İzmir’deki belediyelerin çalışmalarını da değerlendiren Kılıç, “İzmir depremi sonrasında İktidarın ve büyükşehir belediyemizin depremzedelere bakışını herkes gördü. Depremden sonra Mecliste bir komisyon kuruldu ve bizler bu komisyonla yakın biçimde ilgilendik. Bu konuda raporumuzu Meclis’e ilettik. Ayrıca Büyükşehir Belediyemiz deprem mağdurları evsiz kalmasın diye çeşitli otellerle anlaşarak insanların barınma ihtiyaçlarını giderdi. Düşünün ki pandemide 5 tane maskeyi halka dağıtamayan bir iktidar ve pandemiye rağmen hizmetlere ara vermeyen muhalefet belediyeleri. Yerelde böyle bir yönetim varsa iktidarda nasıl işler yapılacak tahmin edin” dedi.

RAPORLARI AÇIKLAYIN

Karşıyaka’daki Atakent Anadolu Lisesi’nin yıkım kararı hakkında konuşan Kılıç, “Depremin üstünden iki yıl geçti. Gerçekten burada bir deprem tehlikesi varsa neden iki yıldır öğrenciler orada öğretim görmeye devam ediyor? Biz istiyoruz ki depreme dayanıksız raporları kamuoyuna açıklansın. Gerçekten ortada bir tehlike varsa raporları görmemiz gerekir. Bu konuda veliler basın açıklaması yaptı. Biz raporların halka açıklanmasını istedik ancak ortada açıklanan bir sonuç yok.
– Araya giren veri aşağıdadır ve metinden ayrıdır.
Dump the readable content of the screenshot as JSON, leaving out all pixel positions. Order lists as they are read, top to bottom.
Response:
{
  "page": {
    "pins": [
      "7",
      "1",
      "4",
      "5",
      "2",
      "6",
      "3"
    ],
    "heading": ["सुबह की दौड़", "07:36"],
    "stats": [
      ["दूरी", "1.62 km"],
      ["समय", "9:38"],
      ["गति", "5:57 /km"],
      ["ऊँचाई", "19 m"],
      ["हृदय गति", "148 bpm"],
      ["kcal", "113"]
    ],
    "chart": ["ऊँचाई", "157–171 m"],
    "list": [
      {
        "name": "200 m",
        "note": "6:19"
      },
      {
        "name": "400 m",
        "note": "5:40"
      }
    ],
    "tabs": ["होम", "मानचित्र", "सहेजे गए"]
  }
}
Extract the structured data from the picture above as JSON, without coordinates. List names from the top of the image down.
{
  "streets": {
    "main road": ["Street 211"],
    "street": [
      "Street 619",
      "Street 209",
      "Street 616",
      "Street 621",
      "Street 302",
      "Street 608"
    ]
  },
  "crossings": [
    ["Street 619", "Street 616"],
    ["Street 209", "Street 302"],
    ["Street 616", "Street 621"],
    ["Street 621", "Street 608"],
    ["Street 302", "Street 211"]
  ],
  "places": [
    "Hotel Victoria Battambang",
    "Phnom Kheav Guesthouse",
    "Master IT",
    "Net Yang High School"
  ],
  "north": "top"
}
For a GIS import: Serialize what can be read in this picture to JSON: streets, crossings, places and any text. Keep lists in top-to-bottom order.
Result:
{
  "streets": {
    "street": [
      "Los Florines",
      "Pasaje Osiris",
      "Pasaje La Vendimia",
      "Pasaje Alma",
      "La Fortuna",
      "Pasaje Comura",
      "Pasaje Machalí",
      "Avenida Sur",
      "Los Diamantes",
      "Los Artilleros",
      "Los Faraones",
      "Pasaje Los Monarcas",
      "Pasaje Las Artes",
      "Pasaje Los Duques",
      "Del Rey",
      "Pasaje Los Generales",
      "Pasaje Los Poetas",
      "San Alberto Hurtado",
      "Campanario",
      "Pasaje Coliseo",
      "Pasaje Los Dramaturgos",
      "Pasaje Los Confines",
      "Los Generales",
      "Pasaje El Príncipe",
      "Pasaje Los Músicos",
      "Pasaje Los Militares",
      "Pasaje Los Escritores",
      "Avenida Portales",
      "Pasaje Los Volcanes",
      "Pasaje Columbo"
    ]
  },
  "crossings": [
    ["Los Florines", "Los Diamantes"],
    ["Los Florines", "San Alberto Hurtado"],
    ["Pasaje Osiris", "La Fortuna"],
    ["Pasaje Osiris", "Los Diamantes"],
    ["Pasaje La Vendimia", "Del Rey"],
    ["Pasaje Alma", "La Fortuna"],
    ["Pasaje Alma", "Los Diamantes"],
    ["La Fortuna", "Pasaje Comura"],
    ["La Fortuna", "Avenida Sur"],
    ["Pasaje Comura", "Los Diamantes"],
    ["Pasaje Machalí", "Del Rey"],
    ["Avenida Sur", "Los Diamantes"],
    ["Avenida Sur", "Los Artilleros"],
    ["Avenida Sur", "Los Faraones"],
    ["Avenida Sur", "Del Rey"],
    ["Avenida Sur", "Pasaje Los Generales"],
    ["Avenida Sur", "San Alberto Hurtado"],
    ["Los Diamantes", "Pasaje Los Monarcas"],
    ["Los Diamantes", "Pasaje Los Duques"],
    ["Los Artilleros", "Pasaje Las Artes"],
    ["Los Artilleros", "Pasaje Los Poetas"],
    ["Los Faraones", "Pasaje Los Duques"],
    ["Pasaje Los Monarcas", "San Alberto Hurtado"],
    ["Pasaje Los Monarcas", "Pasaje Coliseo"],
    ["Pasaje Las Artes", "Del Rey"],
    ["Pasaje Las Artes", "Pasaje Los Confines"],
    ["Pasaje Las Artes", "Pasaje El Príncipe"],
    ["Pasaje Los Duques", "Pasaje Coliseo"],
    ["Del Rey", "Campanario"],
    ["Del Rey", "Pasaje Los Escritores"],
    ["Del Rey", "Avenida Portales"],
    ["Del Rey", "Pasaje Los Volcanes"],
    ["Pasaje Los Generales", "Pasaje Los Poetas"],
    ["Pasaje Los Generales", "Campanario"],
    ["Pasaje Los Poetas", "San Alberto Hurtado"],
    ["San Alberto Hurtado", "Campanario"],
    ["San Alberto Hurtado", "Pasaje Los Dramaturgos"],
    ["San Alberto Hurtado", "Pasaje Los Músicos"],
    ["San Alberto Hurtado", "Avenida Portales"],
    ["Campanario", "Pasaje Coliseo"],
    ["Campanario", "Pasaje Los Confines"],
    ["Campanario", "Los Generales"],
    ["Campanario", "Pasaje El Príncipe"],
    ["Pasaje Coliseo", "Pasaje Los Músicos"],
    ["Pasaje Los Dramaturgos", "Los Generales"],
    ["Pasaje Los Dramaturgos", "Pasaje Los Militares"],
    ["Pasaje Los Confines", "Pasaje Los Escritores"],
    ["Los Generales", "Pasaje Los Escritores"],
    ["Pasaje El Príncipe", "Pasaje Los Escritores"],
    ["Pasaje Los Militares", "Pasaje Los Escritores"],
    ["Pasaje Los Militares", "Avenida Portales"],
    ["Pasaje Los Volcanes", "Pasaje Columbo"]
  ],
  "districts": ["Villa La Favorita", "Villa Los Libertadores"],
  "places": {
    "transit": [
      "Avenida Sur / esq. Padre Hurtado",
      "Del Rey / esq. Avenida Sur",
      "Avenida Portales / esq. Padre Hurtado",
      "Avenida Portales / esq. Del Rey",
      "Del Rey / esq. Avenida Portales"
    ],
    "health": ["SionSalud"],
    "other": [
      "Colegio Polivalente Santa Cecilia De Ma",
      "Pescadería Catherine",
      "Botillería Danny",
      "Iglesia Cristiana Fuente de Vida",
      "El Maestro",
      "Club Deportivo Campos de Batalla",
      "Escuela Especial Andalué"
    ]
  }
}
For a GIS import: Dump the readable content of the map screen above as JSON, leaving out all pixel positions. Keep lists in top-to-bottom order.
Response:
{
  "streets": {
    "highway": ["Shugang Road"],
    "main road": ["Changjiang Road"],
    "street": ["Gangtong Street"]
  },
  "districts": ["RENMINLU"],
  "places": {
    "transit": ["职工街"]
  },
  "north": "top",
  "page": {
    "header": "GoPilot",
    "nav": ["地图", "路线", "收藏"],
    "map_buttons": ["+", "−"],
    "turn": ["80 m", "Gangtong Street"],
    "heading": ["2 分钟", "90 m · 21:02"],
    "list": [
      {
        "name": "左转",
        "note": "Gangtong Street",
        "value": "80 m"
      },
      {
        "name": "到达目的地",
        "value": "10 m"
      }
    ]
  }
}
Madem doğru bir iş yaptığınıza inanıyorsunuz raporları açıklayın” dedi.

‘SONUNA KADAR KARŞIYIZ’

Aliağa’ya söküm işlemi için getirilecek olan asbestli gemiye dair fikirlerini bildiren Kılıç, “Konu yalnızca para hırsından ibaret” dedi ve şöyle devam etti: “birçok sivil toplum kuruluşları ve çevre dernekleri bu konuda uğraşıyor. İzmir dünyanın çöplüğü değildir. Yapılan açıklamalara bakarsanız 9 ton asbest olduğu söyleniyor. Peki geminin ikizi 760 ton asbest içeriyor buna ne diyecekler? Bu bilimden uzak bir davranıştır. Az önce saydığım bileşenlerle biz bu geminin karşısında duracağız. Hindistan Yüksek Mahkemesi geminin ikizinin sökümüne karşı çıkmıştı. Biz neden geminin ikizini burada söküyoruz? Buna sonuna kadar karşı çıkacağız” diyerek sözlerini noktaladı.